> Problem:
Please return every line from the entries that has the string "document" in it.

> Source information:
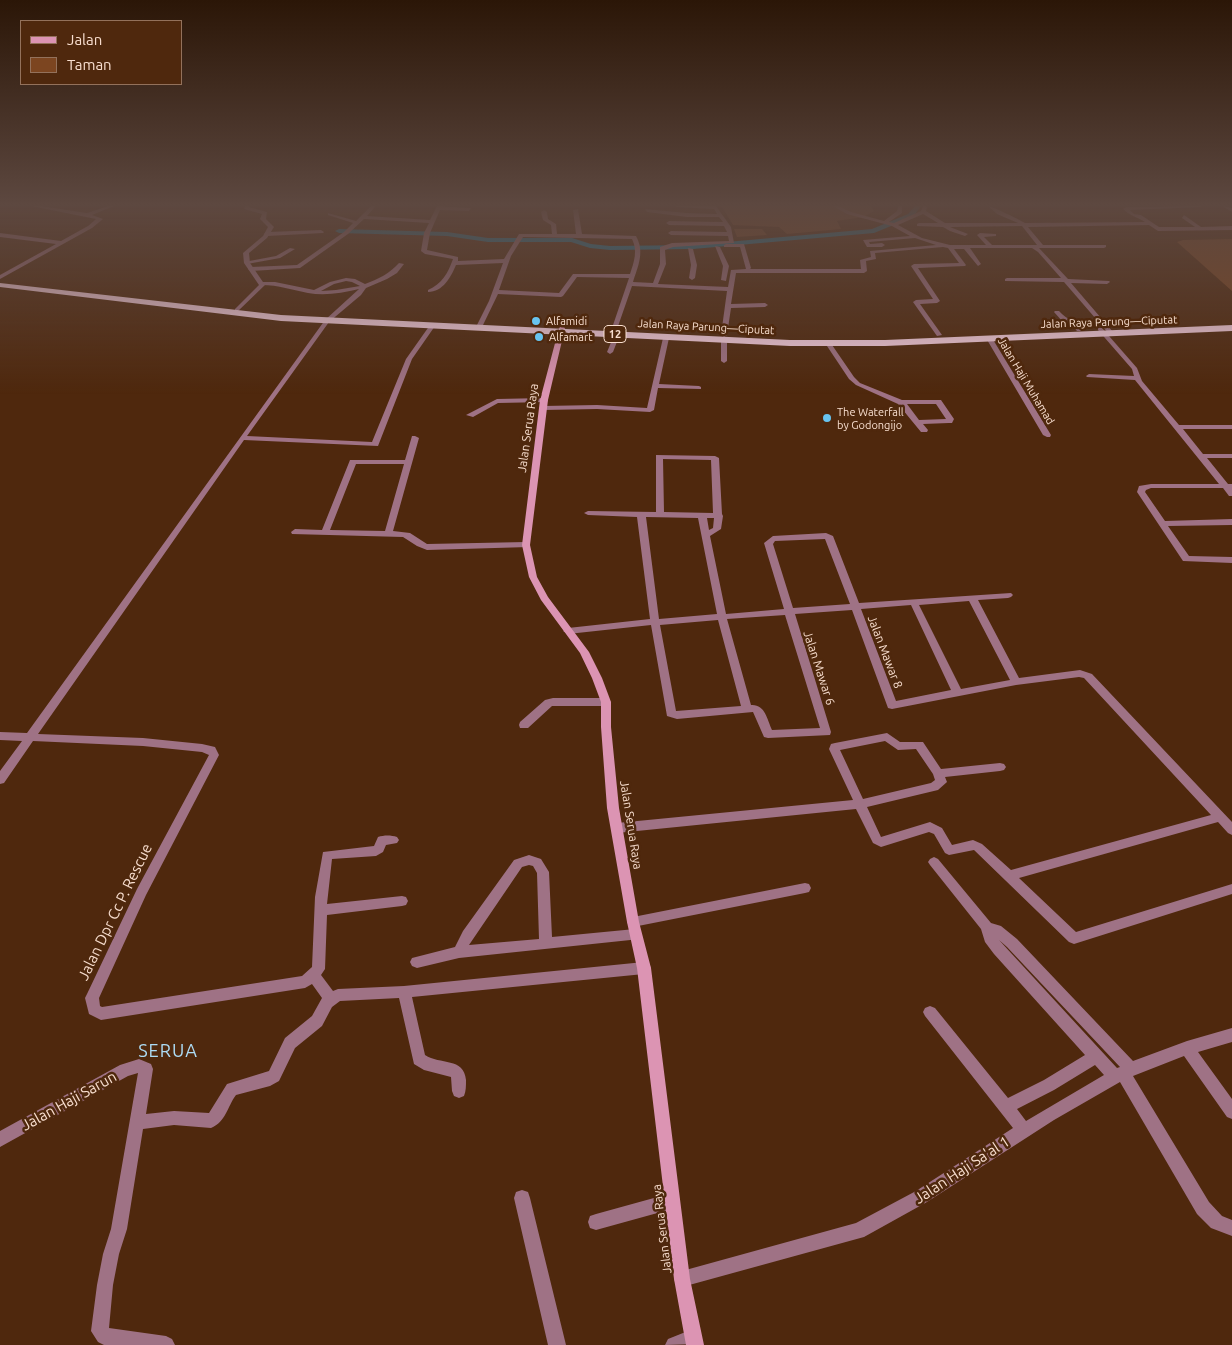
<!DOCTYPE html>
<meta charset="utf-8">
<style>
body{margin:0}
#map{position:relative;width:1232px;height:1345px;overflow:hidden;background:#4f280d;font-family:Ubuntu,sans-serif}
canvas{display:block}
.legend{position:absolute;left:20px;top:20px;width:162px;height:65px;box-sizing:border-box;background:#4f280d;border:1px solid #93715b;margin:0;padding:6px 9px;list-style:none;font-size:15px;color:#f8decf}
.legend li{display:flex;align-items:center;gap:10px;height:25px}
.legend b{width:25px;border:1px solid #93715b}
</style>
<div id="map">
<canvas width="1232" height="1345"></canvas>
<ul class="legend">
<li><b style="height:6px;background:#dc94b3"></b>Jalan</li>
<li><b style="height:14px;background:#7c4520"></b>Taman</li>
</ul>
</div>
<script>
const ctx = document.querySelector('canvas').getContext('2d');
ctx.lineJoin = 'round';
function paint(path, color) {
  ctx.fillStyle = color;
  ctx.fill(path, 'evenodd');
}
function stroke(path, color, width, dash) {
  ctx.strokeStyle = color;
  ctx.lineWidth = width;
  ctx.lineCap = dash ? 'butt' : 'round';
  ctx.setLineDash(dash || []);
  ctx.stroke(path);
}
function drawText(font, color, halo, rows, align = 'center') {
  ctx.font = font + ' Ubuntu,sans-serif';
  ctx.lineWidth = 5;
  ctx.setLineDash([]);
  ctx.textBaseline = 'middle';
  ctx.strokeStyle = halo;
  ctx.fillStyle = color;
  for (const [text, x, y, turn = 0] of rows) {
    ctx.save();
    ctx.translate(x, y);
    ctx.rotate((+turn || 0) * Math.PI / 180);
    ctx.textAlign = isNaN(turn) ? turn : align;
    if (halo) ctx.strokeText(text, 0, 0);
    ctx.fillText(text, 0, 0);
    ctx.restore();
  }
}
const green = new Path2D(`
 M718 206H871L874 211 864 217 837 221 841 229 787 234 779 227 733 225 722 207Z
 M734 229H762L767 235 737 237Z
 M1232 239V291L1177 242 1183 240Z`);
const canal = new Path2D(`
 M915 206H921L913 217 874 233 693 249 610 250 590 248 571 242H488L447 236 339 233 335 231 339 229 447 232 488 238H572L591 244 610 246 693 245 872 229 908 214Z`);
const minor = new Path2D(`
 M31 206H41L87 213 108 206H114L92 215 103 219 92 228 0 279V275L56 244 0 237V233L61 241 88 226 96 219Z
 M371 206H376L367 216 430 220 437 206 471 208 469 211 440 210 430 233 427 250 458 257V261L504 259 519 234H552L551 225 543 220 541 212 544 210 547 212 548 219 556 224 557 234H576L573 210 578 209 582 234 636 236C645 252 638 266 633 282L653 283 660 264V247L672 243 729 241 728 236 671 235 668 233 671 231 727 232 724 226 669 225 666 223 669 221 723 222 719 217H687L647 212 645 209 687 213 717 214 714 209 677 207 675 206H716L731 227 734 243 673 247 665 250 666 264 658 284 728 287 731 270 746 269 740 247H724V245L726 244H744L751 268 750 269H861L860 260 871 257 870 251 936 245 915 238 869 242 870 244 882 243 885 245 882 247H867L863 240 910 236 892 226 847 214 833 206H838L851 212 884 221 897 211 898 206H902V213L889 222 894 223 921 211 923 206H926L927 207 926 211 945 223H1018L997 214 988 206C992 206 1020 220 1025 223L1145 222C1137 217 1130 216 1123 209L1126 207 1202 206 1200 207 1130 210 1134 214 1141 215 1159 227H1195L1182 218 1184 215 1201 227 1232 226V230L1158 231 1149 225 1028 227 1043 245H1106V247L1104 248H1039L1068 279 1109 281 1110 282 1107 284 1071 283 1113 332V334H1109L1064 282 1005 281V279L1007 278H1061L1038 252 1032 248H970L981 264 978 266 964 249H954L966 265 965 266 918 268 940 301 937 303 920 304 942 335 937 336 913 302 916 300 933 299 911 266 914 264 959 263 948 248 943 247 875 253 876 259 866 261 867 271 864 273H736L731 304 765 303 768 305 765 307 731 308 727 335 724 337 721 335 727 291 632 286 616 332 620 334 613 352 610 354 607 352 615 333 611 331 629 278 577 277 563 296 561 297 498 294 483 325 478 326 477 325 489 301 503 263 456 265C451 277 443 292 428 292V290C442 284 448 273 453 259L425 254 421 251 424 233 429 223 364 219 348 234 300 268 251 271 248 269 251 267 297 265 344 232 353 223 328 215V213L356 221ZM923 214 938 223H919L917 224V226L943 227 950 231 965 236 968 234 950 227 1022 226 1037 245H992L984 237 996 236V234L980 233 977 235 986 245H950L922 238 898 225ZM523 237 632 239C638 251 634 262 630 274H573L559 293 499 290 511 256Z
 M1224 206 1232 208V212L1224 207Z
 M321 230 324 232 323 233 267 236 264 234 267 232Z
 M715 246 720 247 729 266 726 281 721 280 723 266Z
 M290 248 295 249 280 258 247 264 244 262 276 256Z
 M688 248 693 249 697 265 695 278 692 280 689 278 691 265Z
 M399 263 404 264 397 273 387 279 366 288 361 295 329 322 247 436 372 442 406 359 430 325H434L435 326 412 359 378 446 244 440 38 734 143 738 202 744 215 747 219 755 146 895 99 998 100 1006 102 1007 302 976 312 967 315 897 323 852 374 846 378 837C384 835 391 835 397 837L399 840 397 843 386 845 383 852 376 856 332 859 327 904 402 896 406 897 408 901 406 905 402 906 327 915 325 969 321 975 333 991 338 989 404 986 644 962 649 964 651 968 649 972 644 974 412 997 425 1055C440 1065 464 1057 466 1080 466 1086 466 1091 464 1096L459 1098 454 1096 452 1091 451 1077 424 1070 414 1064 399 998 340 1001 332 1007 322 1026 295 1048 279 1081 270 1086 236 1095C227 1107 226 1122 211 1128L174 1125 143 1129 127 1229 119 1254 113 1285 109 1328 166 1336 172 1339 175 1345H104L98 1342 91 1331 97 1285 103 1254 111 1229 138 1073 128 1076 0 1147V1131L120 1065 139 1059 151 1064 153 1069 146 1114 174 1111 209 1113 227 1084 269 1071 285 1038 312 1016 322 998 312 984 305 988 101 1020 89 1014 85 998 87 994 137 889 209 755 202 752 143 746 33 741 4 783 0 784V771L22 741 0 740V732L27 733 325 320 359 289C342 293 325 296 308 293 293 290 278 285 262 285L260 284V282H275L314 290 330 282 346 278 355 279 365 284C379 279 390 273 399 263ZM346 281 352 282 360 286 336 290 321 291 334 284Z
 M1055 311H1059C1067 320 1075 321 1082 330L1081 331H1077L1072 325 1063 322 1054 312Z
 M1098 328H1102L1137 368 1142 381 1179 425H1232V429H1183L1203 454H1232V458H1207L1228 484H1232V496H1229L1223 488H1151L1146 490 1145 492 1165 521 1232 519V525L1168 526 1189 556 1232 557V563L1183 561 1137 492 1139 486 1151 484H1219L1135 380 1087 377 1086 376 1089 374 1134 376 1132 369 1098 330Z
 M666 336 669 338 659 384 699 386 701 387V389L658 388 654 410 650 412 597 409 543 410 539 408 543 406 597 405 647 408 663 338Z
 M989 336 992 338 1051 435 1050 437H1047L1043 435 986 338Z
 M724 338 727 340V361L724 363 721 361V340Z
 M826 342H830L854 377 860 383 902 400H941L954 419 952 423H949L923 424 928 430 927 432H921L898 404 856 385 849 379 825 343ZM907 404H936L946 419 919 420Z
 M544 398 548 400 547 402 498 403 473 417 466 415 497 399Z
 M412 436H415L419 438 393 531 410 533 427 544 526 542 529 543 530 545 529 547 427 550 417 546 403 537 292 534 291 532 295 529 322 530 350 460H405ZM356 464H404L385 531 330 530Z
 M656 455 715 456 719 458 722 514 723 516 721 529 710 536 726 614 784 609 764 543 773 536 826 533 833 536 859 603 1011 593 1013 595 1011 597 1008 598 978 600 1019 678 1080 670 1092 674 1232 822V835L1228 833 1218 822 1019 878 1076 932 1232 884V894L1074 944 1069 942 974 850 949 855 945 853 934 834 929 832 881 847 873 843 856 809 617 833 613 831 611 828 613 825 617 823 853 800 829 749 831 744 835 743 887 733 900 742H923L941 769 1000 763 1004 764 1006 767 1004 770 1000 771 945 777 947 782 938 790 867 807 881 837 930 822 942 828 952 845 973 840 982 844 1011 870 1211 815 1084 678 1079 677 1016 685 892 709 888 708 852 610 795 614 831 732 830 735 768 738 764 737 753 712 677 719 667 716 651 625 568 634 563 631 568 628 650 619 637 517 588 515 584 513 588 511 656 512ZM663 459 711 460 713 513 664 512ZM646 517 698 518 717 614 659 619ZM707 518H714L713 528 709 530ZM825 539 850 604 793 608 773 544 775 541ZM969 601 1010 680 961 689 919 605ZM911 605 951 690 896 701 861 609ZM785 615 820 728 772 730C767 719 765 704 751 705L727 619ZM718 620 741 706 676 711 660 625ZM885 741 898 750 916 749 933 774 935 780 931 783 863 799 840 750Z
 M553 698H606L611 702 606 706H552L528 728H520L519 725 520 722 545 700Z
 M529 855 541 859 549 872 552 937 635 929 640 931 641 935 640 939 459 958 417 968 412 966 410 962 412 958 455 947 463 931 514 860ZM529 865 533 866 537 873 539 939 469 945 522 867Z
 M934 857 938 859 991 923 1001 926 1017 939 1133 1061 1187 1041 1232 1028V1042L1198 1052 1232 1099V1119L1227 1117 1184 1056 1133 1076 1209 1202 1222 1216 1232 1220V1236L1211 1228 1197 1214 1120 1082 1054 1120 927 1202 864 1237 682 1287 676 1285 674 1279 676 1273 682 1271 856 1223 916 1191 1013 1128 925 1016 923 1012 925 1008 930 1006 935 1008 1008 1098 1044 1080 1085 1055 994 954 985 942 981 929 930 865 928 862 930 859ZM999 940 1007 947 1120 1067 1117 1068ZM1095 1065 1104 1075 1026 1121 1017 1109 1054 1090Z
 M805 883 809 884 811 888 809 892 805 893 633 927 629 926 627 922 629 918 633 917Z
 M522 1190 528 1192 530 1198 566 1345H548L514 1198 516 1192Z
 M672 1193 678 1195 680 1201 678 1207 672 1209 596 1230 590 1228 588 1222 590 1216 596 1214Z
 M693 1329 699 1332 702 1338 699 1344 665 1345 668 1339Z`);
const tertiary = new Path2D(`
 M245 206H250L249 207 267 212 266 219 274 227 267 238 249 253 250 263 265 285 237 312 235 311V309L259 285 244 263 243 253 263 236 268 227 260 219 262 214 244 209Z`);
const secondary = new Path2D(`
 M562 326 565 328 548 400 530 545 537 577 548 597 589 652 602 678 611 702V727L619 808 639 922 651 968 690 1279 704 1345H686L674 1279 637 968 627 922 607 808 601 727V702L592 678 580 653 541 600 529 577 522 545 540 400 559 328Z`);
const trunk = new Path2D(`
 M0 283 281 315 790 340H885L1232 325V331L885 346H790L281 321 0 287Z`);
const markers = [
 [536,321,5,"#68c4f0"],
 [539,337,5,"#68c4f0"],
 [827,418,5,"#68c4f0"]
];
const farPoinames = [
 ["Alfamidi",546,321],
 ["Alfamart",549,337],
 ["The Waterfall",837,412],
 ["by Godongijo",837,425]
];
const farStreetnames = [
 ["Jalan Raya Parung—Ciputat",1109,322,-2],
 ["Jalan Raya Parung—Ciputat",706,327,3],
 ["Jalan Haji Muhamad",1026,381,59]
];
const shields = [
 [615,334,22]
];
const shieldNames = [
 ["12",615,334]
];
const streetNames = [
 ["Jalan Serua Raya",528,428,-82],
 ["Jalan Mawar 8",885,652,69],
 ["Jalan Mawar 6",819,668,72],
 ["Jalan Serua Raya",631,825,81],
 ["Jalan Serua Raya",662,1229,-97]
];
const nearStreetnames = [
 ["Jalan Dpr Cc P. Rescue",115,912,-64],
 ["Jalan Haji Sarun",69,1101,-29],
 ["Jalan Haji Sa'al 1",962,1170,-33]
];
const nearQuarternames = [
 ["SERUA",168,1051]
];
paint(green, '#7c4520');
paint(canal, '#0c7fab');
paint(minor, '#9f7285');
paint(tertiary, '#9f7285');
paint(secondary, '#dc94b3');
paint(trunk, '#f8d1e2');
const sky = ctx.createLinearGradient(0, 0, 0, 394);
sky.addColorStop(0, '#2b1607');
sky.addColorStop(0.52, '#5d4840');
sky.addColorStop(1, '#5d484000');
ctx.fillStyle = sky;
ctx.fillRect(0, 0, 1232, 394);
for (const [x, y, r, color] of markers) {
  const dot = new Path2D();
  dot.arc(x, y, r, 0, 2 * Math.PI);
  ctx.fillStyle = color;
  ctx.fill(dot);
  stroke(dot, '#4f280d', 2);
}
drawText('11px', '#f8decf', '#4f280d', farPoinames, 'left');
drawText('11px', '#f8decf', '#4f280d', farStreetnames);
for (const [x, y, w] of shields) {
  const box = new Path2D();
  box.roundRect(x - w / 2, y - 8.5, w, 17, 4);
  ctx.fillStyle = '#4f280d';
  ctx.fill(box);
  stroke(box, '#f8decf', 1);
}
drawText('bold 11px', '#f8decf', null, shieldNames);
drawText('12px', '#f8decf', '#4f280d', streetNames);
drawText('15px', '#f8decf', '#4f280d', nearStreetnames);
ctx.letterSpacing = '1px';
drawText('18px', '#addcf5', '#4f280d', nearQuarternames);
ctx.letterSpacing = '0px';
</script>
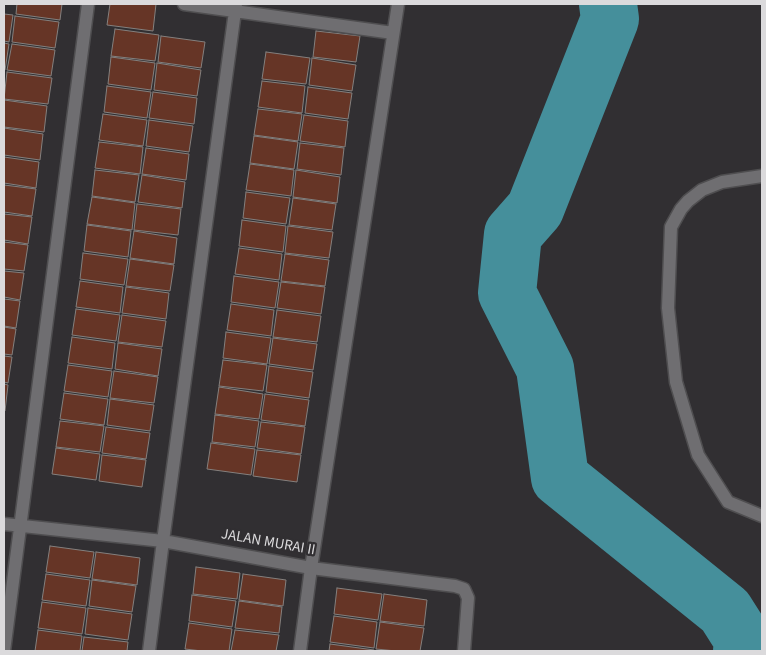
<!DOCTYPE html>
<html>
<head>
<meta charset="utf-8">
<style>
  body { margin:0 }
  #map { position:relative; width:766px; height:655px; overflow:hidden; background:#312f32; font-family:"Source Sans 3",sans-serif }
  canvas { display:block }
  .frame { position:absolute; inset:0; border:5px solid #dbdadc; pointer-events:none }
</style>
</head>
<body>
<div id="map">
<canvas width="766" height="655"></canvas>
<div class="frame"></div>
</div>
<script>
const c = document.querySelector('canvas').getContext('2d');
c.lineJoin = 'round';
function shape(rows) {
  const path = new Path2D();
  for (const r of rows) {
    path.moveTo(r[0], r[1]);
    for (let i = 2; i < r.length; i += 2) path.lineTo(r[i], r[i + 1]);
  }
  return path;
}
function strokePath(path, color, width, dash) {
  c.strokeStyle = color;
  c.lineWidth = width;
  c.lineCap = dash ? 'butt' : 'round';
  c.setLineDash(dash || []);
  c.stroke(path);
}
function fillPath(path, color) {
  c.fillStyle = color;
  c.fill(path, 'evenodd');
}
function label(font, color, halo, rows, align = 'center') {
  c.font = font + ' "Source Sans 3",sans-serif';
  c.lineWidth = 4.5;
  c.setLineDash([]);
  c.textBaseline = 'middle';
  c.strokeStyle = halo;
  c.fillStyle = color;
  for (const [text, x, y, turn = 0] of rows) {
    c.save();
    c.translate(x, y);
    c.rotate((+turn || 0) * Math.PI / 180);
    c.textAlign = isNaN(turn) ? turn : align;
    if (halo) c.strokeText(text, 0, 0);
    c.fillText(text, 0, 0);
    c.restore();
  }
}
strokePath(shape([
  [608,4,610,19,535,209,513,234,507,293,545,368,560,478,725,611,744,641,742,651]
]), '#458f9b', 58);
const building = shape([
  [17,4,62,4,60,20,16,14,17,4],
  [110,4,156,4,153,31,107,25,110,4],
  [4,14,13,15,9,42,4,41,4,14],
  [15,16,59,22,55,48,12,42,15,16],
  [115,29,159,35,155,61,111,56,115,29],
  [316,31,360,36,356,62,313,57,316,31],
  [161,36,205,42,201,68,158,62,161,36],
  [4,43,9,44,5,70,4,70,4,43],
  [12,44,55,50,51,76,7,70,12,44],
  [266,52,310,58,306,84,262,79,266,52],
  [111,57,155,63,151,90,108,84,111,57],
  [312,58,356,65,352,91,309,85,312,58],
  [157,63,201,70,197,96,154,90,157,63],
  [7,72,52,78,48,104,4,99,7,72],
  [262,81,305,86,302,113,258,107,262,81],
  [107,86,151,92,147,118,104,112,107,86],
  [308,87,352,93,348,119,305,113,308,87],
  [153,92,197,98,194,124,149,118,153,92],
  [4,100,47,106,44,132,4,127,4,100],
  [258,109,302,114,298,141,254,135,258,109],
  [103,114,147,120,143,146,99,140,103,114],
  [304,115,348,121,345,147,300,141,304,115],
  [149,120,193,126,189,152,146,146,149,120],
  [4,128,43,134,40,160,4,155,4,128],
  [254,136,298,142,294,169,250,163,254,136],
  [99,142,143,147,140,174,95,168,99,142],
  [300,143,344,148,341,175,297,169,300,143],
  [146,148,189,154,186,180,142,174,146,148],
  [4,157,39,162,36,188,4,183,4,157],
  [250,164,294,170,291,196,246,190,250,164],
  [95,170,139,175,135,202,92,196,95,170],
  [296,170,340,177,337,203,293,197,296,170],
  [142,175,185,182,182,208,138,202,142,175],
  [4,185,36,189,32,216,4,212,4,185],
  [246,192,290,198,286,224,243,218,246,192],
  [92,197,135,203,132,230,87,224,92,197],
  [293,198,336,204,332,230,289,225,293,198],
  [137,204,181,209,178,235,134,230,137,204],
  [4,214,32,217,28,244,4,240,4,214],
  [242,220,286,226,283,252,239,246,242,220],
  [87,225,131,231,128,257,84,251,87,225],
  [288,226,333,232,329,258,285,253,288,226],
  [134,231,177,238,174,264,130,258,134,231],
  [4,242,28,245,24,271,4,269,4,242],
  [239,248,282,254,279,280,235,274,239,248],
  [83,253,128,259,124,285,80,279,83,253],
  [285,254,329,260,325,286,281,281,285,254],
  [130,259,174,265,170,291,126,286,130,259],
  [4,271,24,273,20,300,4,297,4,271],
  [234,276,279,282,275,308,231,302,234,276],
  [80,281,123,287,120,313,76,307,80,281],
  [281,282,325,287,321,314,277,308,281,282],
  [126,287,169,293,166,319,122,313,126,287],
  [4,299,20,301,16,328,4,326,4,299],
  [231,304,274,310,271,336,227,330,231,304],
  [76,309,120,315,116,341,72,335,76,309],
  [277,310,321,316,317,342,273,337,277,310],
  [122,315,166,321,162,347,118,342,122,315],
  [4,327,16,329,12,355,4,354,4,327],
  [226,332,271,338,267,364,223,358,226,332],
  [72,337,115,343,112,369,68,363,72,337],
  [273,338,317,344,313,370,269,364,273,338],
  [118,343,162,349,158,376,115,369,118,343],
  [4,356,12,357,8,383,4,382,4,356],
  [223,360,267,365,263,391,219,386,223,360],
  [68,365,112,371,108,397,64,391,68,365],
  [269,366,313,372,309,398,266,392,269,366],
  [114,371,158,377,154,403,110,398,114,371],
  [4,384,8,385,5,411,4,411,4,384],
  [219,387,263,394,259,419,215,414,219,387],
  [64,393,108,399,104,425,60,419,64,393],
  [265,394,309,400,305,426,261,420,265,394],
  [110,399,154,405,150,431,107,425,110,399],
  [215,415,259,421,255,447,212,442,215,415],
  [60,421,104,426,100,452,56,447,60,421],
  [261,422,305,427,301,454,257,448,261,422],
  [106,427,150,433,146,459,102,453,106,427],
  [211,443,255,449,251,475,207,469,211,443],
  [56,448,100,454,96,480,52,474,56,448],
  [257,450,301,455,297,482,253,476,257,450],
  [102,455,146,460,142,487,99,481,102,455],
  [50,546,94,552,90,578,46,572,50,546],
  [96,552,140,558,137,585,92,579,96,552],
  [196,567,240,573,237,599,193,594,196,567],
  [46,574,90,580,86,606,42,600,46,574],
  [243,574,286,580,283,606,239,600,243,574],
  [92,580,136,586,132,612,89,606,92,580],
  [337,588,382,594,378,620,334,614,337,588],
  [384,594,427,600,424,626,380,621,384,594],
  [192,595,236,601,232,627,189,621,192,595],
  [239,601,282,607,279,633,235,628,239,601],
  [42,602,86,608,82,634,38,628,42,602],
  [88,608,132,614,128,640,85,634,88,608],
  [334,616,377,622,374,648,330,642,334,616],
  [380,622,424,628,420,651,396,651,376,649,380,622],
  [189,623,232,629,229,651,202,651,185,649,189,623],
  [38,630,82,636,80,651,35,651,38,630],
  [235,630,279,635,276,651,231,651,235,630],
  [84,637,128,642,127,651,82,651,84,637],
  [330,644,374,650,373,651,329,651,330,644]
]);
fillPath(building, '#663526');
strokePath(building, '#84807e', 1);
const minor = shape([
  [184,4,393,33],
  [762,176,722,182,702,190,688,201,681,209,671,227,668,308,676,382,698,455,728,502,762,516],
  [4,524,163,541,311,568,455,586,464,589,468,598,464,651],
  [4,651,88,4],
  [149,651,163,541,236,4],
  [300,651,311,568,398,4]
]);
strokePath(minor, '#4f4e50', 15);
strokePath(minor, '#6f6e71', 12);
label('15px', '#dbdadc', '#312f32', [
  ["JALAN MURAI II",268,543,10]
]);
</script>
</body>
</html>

> Reply to the task:
const ctx = document.querySelector('canvas').getContext('2d');
const c = document.querySelector('canvas').getContext('2d');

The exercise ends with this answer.